Saved entries
##############################

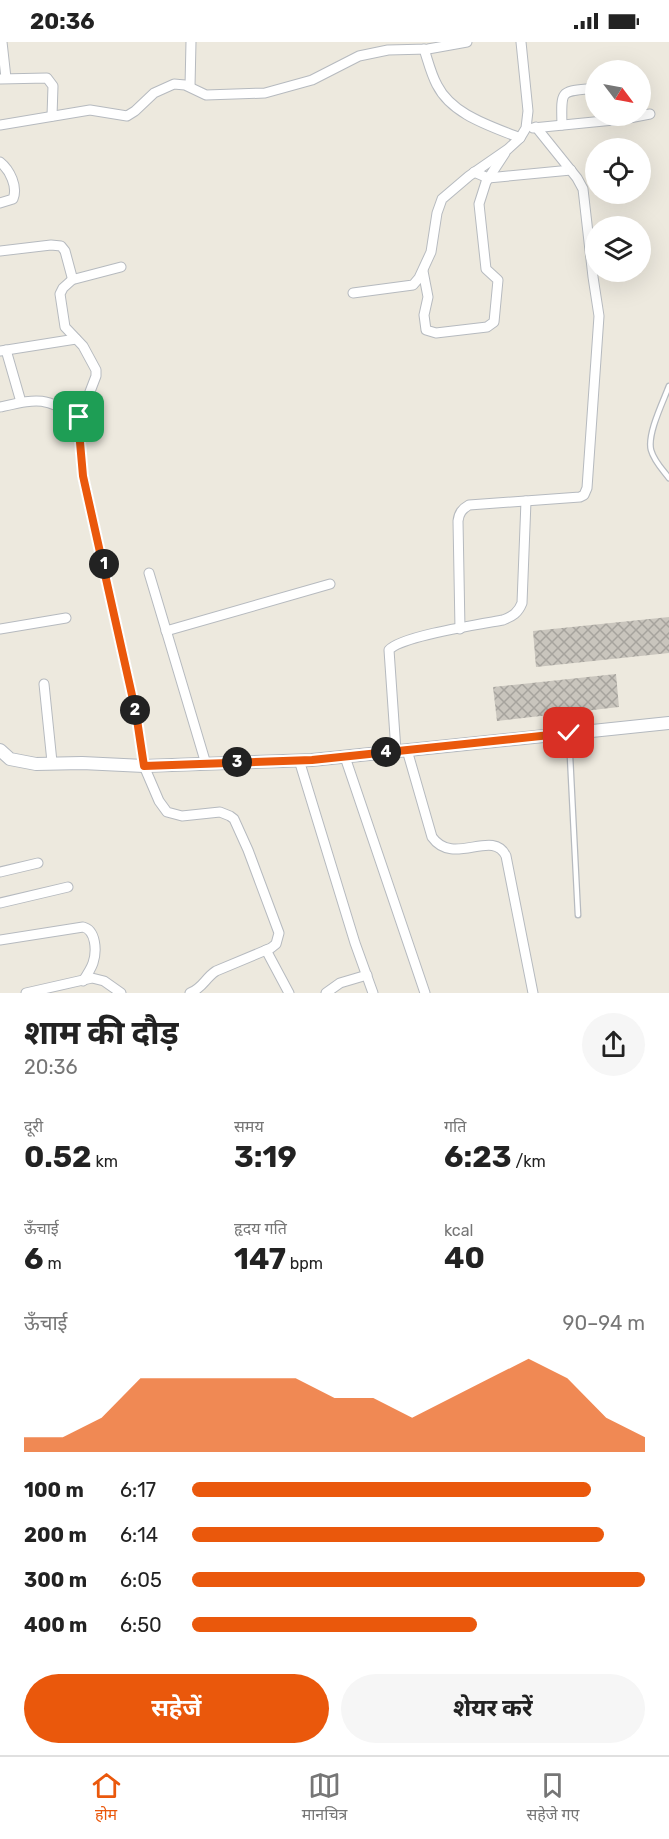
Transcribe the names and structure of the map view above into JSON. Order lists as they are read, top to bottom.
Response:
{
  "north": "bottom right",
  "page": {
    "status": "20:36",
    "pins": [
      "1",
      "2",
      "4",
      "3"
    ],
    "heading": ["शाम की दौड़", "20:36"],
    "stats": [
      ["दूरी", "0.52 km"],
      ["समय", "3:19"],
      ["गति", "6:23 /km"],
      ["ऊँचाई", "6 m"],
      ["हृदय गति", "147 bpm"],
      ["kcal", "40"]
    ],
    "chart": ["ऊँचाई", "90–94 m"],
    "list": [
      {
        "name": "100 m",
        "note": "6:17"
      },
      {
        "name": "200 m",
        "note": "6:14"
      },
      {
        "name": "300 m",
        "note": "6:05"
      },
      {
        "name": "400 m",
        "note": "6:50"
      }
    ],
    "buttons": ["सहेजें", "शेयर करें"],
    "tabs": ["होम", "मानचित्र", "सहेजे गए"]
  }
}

##############################

__Task to complete__:
State the number of lines in the data that carry "bottom", and add nothing to it.

__Exercise response__:
2